April 25, 2019
Story by Debby Waldman Photo by Ewan Nicholson
BEAUMONT — Growing up on a farm, Lexi Golinsky and her brother, Scott Barr, fought like typical siblings. When they compare scars from their childhood scuffles, they break into laughter.
But when they compare their latest scars, they’re just as likely to break into tears. Those matching scars are from when Barr, 41, donated his kidney to Golinsky, 38, in 2006.
In 2005, Golinsky was diagnosed with IgA nephropathy, a recurring form of kidney disease in which immunoglobulin (IgA) lodges in the kidneys. Doctors at the University of Alberta Hospital told her she would eventually need dialysis or a new kidney.
“People who are in excellent health are more likely to be accepted as living kidney donors,” says Dr. Soroush Shojai, a transplant nephrologist at the University of Alberta Hospital and co-chair of the Living Donor Kidney Transplant Working Group. “Blood relatives are often the closest donor matches, but other transplant recipients have found living donors through their personal and professional networks.”
Golinsky’s doctors said that her kidneys could continue working for five more years, but it didn’t happen that way. After only a year, blood work showed her kidney function was at eight per cent, down from 30 per cent.
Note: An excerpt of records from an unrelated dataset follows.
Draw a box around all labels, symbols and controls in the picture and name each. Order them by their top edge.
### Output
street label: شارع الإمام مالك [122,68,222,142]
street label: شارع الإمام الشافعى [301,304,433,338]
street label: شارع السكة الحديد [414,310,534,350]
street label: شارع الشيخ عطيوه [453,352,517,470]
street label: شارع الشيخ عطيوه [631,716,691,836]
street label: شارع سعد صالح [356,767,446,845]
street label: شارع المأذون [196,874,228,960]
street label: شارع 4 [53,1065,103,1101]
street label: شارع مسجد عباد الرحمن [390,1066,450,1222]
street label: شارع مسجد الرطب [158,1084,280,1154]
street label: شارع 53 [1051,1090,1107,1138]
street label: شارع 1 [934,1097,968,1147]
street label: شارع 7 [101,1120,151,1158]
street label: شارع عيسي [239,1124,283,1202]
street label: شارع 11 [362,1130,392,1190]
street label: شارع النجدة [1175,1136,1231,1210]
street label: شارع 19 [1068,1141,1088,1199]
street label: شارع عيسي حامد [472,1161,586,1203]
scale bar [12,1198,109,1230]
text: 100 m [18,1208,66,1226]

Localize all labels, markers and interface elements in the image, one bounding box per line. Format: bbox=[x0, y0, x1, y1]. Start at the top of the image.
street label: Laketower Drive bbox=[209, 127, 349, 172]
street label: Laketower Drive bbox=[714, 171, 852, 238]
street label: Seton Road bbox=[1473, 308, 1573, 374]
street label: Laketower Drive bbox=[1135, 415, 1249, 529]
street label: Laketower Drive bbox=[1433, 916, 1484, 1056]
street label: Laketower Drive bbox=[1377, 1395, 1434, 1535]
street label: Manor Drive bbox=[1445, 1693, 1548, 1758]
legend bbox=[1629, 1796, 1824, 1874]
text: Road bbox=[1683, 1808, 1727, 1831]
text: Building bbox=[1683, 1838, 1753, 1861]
Her doctors told her to start looking immediately for a living kidney donor.
“I thought I had more time,” she says. She called Barr and asked if he could be her living kidney donor. Barr, who works in the agricultural industry, was busy getting ready for spring seeding, but he didn’t hesitate.
“It’s family,” says Barr. “You just do it. No questions asked.”
From April to June of 2006, Barr underwent a battery of tests, mostly in Saskatoon, to determine whether he was a suitable donor. Medical staff in Saskatoon coordinated with their colleagues at the University of Alberta, where the transplant would take place. An athlete and a farmer, Barr kept himself in good shape and led a healthy lifestyle; he proved to be an ideal candidate.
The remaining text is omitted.